A follow-on about this broader subject of ephemeral data. Blaine Bettinger posted something last night on his Genetic Genealogy Tips & Techniques Facebook group that I think is worthwhile repeating...especially in light of new GDPR constraints settling down all around us, as well as the--unfounded--backlash to genetic genealogy following the highly-publicized capture of the Golden State Killer. I don't think Blaine will mind me quoting part of his post; the original link is: https://www.facebook.com/groups/geneticgenealogytipsandtechniques/permalink/413835562413483/.
"However, there is a lesson here. We must be PROACTIVE in our DNA efforts and remember that ANY resource/database could disappear. We as a community MUST MUST MUST find a way to stably archive the DNA evidence that we are losing at an astonishing rate. We Save the Pensions and fight against record destruction, but we are not working to find stable, long-term ways to save DNA evidence for future generations. We MUST find ways to do this for our children, grandchildren, great-grandchildren, and beyond."
(And thank you, Blaine, for the shout-out tag in that post.)
There is a double-edge to the (now) old adage that once something is posted to the internet it never goes away. Not true. It all depends upon the type of data, how it was originally published, whether it was publicly accessible when published, as well as several other factors. In this particular case of Y-STR data, Ybase was another option that went dark first, taking thousands of instances of Y-STR data with it. Now Ysearch will do the same. These data are precious because they aren't recoverable; once they're gone, they're gone and, as time marches on, the people who took those DNA tests are no longer alive to contribute another sample.
The problem with all commercial testing companies in this regard is just that: they are commercial. Some may have elements of altruism at work--FTDNA did, after all, create Ysearch way back when--but it is simply not in their best fiduciary interest to openly share too much. What is not openly shared is subject to permanent deletion at a moment's notice.

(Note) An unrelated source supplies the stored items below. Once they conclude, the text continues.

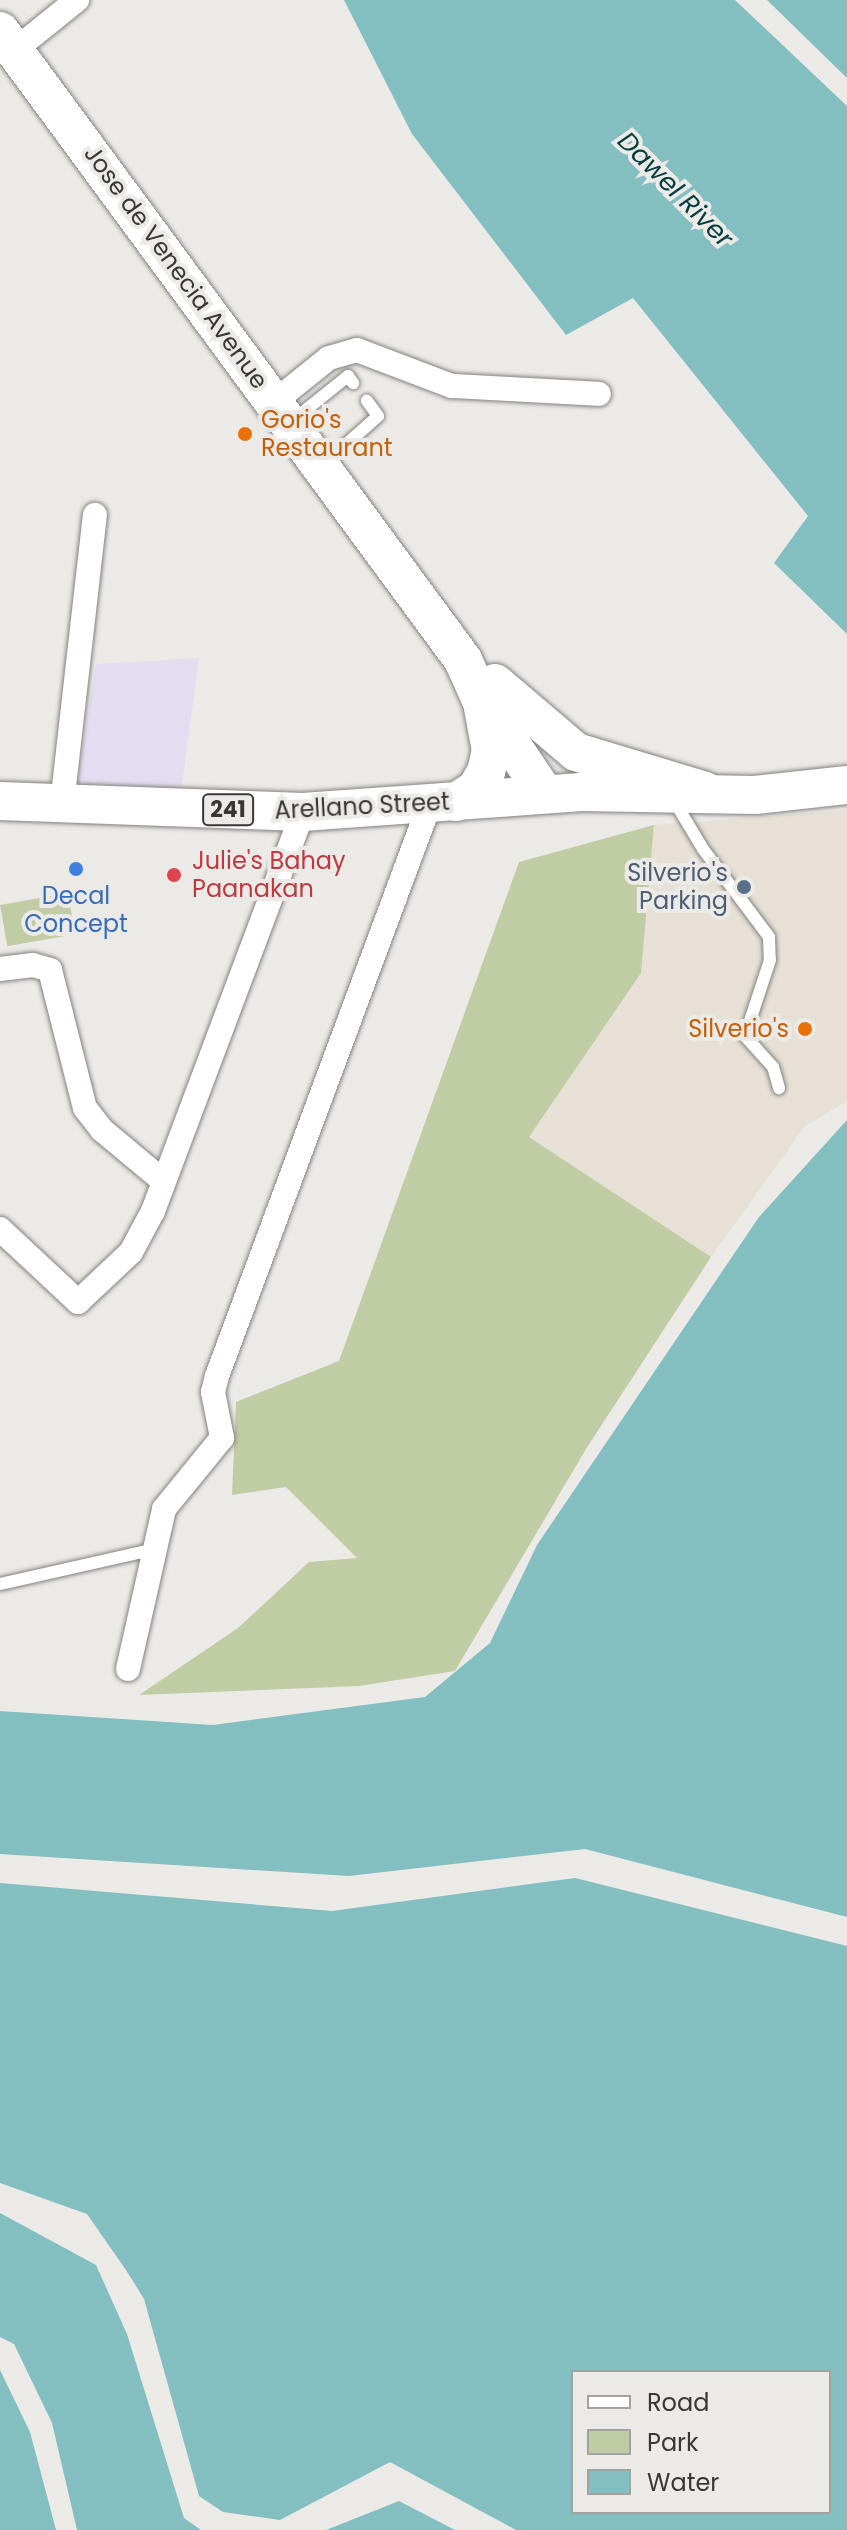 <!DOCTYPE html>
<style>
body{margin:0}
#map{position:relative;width:847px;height:2530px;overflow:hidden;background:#eceae7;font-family:Poppins,sans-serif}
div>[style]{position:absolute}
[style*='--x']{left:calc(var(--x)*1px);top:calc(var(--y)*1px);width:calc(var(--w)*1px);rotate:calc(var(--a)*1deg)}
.built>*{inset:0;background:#e6e0d6}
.education>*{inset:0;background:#e3ddf2}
.green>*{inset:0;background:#c0cca3;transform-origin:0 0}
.water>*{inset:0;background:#83bec1}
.roads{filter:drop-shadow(0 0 2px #84827f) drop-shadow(0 0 2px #84827f)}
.service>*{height:12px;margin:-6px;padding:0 6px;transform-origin:6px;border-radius:6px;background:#fff}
.minor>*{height:24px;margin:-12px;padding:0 12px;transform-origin:12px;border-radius:12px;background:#fff}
.primary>*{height:38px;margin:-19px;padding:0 19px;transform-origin:19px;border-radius:19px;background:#fff}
.trunk>*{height:38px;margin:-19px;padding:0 19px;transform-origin:19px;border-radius:19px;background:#fff}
.dots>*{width:22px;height:22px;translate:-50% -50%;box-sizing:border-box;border:4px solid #eceae7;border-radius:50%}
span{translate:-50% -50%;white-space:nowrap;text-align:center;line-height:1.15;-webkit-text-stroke:8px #eceae7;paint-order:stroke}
.shield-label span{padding:2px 6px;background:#eceae7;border:2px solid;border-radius:6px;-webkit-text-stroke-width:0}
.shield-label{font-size:22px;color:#383736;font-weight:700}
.street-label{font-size:24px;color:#383736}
.food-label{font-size:24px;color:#c56008}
.left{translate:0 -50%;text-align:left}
.right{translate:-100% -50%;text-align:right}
.health-label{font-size:24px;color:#be3a42}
.service-label{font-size:24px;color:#4e5e75}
.shop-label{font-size:24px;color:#366cbe}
.water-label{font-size:26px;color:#023d40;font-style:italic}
.legend{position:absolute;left:571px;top:2370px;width:260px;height:144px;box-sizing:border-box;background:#eceae7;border:2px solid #a4a2a0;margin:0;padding:10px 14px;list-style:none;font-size:24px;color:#383736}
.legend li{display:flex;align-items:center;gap:16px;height:40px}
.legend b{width:40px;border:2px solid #a4a2a0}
</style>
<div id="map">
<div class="built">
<div style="clip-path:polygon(847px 810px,847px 1101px,805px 1126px,711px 1257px,529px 1137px,640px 973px,654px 825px)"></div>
</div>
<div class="education">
<div style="clip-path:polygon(199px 658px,179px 807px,76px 793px,96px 664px)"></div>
</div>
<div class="green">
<div style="clip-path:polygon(654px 825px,641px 973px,529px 1137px,711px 1257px,586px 1449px,455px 1671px,359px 1686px,139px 1695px,238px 1628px,309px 1562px,357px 1558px,286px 1487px,232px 1495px,236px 1402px,339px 1361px,519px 862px)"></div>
<div style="left:68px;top:893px;width:42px;height:69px;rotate:80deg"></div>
</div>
<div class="water">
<div style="clip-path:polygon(344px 0,735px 0,847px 106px,847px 634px,774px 563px,808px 516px,633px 298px,566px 335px,412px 134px)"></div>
<div style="clip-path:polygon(767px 0,847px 0,847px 78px)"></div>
<div style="clip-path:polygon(847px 1120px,847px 1917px,585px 1849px,349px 1876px,0 1854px,0 1711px,213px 1725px,425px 1697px,490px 1643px,537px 1545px,759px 1217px)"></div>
<div style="clip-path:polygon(evenodd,575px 1878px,847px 1946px,847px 2530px,516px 2530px,390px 2462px,280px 2520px,223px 2512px,199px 2496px,144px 2299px,126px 2270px,87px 2214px,0 2183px,0 1883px,332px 1911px,575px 1878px,573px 2372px,829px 2372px,829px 2512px,573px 2512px,573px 2372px)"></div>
<div style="clip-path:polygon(0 2213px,96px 2265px,127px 2334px,184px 2518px,201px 2530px,77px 2530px,52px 2423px,14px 2344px,0 2337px)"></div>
<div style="clip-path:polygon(0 2370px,30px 2432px,56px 2530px,0 2530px)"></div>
<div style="clip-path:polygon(399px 2501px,455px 2530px,326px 2530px)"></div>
</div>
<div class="roads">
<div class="service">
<div style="--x:292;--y:421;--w:72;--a:-38.8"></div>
<div style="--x:348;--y:376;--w:9;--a:54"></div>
<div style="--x:324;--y:464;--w:72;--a:-41.6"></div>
<div style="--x:378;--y:416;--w:19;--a:-126"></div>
<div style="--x:673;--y:799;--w:58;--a:59"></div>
<div style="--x:703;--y:849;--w:110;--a:53.1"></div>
<div style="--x:769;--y:937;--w:23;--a:88"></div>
<div style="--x:770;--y:960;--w:80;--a:108.2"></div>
<div style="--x:745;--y:1036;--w:42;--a:47.9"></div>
<div style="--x:773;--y:1067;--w:22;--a:74"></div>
<div style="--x:0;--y:1584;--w:155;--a:-12.7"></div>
</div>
<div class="minor">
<div style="--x:15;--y:50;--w:80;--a:-38.9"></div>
<div style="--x:274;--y:402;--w:70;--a:-38.7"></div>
<div style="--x:329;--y:358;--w:29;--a:-16"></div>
<div style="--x:357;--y:350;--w:102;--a:20.8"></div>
<div style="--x:452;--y:386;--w:147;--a:3.1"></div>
<div style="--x:62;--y:804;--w:291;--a:-83.5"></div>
<div style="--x:0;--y:969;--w:33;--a:-7"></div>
<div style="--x:33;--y:965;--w:18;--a:16"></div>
<div style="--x:50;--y:970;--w:142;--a:75.8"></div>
<div style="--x:85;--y:1108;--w:28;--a:52"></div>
<div style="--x:102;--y:1130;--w:78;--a:39.8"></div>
<div style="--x:0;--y:1229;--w:107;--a:43.1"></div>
<div style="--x:78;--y:1302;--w:73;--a:-43.3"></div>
<div style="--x:131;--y:1252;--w:47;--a:-61.8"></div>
<div style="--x:153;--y:1211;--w:426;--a:-69.4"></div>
<div style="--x:128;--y:1669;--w:164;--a:-77.3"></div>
<div style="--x:164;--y:1509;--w:92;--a:-50.8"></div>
<div style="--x:222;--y:1438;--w:47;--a:-101.1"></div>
<div style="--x:213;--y:1392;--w:16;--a:-76"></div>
<div style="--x:217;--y:1376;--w:608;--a:-69.6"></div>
</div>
<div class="primary">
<div style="--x:581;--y:792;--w:174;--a:1"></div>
<div style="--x:755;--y:795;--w:93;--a:-6.2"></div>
</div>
<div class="trunk">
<div style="--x:0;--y:31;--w:781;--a:53.64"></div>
<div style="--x:463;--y:660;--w:42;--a:65.9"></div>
<div style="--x:480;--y:698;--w:116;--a:55.9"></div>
<div style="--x:495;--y:683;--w:106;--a:40.4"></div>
<div style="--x:576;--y:752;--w:135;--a:16.8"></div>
<div style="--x:0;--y:801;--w:303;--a:2.1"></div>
<div style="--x:303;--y:812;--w:279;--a:-4.1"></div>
<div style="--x:456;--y:802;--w:24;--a:-33"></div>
<div style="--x:476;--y:789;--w:20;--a:-60"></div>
<div style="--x:486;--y:772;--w:22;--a:-77"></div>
<div style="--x:491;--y:751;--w:44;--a:-100.5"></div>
</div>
</div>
<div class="dots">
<div style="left:245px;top:434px;background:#e8710a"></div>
<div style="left:76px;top:869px;background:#3f7fe0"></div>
<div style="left:174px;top:875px;background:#e0444e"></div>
<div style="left:744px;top:887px;background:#5c6f8a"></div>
<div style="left:805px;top:1029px;background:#e8710a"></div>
</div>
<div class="shield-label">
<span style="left:228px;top:810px">241</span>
</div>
<div class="street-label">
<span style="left:176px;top:267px;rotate:54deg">Jose de Venecia Avenue</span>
<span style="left:362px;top:806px;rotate:-3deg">Arellano Street</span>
</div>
<div class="food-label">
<span class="left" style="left:261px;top:434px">Gorio's<br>Restaurant</span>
<span class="right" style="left:789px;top:1029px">Silverio's</span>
</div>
<div class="health-label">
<span class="left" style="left:192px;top:875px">Julie's Bahay<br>Paanakan</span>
</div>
<div class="service-label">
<span class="right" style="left:728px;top:887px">Silverio's<br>Parking</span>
</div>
<div class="shop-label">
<span style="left:76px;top:910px">Decal<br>Concept</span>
</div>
<div class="water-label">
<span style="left:675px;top:190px;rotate:45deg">Dawel River</span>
</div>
<ul class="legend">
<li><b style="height:10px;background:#fff"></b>Road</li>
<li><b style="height:22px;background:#c0cca3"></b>Park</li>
<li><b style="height:22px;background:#83bec1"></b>Water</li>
</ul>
</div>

But this isn't just an issue with commercial, for-profit endeavors. We learned in the last few days that the reason Oxford Ancestors had announced that they were ceasing business was not, as I had suspected, economic and legislative (i.e., GDPR) pressures, but that Oxford University had planned to restructure the Science Area and the labs doing the DNA testing would become unavailable for up to a year beginning this July. This seems to have been averted, and Oxford Ancestors will remain open.
On a purely academic scale, a yDNA study was undertaken at Washington State University back in 2004 or 2005 looking more deeply at the R1b haplogroup. Data was shared and the professor heading the study was communicative with the study participants; interesting stuff. Within 18 months, the funding was pulled and the study closed, taking the volunteer-contributed DNA data with it.
And, if you participated in the initial implementation of National Geographic's Genographic study and have tried to log into your account in the past few years, you've found that access to the study and your yDNA data went quietly away. Genographic 2.0 lives, but the data are not interchangeable between the two studies and, while the collective data from v1.0 no doubt still exists somewhere, it's completely unavailable now to the study participants.
Important genetic genealogy data affecting, quite literally, millions of people is far more fragile than we might think.